While wearing a VR headset, explains Steel, people can customise multiple displays – controlled by hand movements – as well as type using a physical platform and have virtual meetings. The idea is that it’ll allow employees to feel like they’re in the room with colleagues to facilitate collaboration.
Will this go down well? Those wanting to work from home might not be as keen on an environment that mimics the office.
The way you work may depend on where you work
Working a longterm hybrid WFH-office model may mean you work differently throughout the week. This could require a bit more planning than what you’re used to. Having a brainstorming meeting for a new project? Perhaps you need to go into the office. Working on long presentation for the next morning?
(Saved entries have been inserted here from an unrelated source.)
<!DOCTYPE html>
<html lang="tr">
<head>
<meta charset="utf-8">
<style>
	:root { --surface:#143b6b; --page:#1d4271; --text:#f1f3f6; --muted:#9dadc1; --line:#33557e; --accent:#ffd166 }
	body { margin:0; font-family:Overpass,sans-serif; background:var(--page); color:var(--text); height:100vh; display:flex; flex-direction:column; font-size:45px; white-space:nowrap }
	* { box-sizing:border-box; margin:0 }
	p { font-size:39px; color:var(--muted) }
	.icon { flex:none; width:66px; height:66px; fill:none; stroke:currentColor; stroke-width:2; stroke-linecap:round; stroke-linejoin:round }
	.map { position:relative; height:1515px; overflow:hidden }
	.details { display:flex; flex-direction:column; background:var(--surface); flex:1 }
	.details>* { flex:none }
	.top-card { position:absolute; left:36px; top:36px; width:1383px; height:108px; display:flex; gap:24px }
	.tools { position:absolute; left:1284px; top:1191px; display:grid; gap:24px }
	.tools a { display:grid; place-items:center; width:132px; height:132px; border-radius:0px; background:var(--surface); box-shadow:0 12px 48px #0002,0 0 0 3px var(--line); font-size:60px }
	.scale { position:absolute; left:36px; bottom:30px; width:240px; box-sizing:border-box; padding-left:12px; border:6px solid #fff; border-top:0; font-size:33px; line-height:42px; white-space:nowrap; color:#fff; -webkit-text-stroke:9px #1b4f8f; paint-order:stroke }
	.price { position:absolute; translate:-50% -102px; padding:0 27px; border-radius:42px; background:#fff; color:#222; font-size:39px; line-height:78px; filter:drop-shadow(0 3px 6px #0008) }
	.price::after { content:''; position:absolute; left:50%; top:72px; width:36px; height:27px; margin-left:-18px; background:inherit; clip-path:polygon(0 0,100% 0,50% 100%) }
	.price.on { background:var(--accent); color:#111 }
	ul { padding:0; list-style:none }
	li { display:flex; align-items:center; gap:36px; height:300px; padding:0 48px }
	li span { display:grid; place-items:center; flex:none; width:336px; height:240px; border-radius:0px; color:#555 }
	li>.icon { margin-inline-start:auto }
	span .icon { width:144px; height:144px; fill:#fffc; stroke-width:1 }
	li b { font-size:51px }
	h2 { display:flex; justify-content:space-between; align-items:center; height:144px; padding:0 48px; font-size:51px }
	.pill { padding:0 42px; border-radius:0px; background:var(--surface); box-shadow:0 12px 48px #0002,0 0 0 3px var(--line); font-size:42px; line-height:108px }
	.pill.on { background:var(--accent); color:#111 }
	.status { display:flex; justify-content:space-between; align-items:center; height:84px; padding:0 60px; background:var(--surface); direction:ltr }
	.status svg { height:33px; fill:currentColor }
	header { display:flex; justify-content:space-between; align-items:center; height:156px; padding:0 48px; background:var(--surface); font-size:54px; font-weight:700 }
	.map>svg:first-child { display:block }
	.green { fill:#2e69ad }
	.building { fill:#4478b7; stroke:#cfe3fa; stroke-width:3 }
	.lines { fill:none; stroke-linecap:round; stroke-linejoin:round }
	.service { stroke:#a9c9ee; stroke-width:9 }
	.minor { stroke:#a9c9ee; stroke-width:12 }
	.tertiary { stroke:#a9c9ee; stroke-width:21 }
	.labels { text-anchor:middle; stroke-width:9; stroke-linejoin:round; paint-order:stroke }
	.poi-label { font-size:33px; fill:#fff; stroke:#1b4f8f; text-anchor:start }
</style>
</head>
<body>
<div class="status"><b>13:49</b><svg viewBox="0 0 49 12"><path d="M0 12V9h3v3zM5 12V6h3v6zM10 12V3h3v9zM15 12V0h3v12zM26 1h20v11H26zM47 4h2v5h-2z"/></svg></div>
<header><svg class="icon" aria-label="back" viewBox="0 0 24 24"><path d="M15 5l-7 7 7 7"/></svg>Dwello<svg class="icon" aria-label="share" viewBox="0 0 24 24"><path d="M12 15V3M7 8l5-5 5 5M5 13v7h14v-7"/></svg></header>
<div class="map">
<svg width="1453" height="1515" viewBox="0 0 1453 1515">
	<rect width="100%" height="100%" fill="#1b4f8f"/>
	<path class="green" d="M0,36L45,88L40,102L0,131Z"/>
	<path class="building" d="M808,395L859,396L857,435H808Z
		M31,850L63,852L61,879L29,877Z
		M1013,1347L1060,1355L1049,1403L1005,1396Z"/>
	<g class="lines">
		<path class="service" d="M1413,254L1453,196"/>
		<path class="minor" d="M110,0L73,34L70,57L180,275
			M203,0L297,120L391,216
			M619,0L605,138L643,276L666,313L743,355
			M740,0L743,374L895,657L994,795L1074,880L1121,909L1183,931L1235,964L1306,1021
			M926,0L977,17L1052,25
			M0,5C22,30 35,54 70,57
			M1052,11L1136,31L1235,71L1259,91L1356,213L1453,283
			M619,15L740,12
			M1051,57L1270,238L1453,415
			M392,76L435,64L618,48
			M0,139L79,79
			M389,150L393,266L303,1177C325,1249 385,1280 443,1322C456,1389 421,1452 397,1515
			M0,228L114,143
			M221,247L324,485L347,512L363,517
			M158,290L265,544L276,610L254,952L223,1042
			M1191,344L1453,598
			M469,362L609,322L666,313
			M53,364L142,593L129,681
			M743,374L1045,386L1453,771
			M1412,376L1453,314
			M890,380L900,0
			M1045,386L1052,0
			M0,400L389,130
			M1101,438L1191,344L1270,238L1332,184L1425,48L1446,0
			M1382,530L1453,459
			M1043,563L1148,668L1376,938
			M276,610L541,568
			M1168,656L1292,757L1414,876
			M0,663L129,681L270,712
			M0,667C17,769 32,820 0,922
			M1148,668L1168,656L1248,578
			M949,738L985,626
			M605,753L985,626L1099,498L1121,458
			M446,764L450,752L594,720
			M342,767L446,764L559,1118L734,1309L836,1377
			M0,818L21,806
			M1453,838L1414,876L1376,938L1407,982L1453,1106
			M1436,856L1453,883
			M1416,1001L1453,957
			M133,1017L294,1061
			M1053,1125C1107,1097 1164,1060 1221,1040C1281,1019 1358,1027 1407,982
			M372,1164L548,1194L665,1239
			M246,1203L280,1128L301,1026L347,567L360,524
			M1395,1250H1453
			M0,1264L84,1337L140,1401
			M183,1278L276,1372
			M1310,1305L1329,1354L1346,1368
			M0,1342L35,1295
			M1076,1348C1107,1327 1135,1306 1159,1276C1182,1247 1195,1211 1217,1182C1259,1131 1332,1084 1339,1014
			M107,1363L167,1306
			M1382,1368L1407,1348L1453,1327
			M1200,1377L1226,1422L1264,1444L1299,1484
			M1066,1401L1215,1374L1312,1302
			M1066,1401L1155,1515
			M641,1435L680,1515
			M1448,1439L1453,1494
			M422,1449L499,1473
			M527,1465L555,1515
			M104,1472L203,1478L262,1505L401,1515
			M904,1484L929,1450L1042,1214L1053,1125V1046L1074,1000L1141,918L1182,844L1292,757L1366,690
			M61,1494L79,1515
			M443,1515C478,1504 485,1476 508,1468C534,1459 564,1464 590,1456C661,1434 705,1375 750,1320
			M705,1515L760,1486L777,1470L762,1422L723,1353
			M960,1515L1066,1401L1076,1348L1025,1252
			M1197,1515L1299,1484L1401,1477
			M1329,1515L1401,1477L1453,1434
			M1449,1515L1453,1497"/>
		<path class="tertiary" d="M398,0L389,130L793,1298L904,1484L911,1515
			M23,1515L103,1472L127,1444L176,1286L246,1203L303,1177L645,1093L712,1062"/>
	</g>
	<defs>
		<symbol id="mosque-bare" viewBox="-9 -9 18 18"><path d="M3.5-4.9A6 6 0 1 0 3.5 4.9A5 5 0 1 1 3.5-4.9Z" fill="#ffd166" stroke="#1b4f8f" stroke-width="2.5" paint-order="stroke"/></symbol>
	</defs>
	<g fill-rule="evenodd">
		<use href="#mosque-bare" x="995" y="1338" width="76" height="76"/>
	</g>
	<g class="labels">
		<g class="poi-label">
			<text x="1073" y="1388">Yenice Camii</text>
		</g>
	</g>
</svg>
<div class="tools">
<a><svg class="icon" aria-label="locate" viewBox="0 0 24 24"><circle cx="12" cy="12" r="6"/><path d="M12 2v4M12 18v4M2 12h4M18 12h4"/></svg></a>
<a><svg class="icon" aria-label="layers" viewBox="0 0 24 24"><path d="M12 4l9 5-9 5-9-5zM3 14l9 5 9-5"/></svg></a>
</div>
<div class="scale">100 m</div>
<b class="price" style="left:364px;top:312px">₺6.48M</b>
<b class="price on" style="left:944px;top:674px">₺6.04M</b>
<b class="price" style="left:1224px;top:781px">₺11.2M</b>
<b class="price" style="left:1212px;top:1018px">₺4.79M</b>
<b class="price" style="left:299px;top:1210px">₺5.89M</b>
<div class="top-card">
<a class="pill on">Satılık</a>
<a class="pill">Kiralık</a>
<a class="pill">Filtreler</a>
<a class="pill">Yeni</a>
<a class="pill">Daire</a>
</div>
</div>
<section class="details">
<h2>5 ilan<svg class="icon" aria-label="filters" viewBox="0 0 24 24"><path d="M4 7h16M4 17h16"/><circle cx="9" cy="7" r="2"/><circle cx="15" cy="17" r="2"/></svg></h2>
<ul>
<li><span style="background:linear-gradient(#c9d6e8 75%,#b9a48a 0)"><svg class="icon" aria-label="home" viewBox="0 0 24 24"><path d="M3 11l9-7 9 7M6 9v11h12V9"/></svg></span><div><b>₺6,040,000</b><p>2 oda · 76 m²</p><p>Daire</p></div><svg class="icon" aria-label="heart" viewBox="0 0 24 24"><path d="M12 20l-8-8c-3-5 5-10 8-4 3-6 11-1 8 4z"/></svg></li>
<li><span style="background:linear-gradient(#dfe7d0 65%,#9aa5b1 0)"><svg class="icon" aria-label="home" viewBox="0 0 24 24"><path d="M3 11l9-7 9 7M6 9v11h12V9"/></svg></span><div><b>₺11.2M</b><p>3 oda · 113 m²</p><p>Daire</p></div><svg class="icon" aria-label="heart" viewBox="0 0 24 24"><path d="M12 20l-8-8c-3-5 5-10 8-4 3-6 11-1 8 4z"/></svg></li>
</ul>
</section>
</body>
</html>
It might be a day to lay low at home and get your head down.
“It might be helpful to plan for more collaborative team working to take place in the physical workspace, while deeper thinking work could be prioritised at home,” says McCartney. “Organisations will therefore need to think through what space will be required and best designed in terms of what it will be used for.”
Offices may look to diversify their offerings, adding breakout spaces to mimic the privacy we experience working from home, adds Todor Madzharov, from Meavo. “It will be even more vital for employees to have a place to retreat and escape their noisy surroundings, so they can focus, speak in privacy and feel less stressed.”
You may have to ask for it
While many businesses are already having conversations about a future of flexible working – and some have done away with offices altogether – other companies may not yet be embracing flexibility.
McCartney recommends putting forward “a strong business case” for the arrangement you suggest, “highlighting why it would be good for your organisation and how you might deal with any challenges that arise.”
It’s also worth leaning on the simple fact that home working has supported greater work-life balance, saysMcCartney – appealing to the human side of employers as well as the business side.
But, she adds, it’s also important to demonstrate that you know your rights: “All employees have the right to request flexible working if they have worked for their employer for a minimum of 26 weeks.”
It’s important to remember flexible working hasn’t been the reality for everyone. Two fifths of employees haven’t been able to work from home at all, says McCartney, because the nature of their job.
Flexible working can mean many things – for example, if work is tied to a particular spot, employers could negotiate start or finishing times, to allow a different sort of flexibility. “We need to ensure greater flexibility for them also,” she says.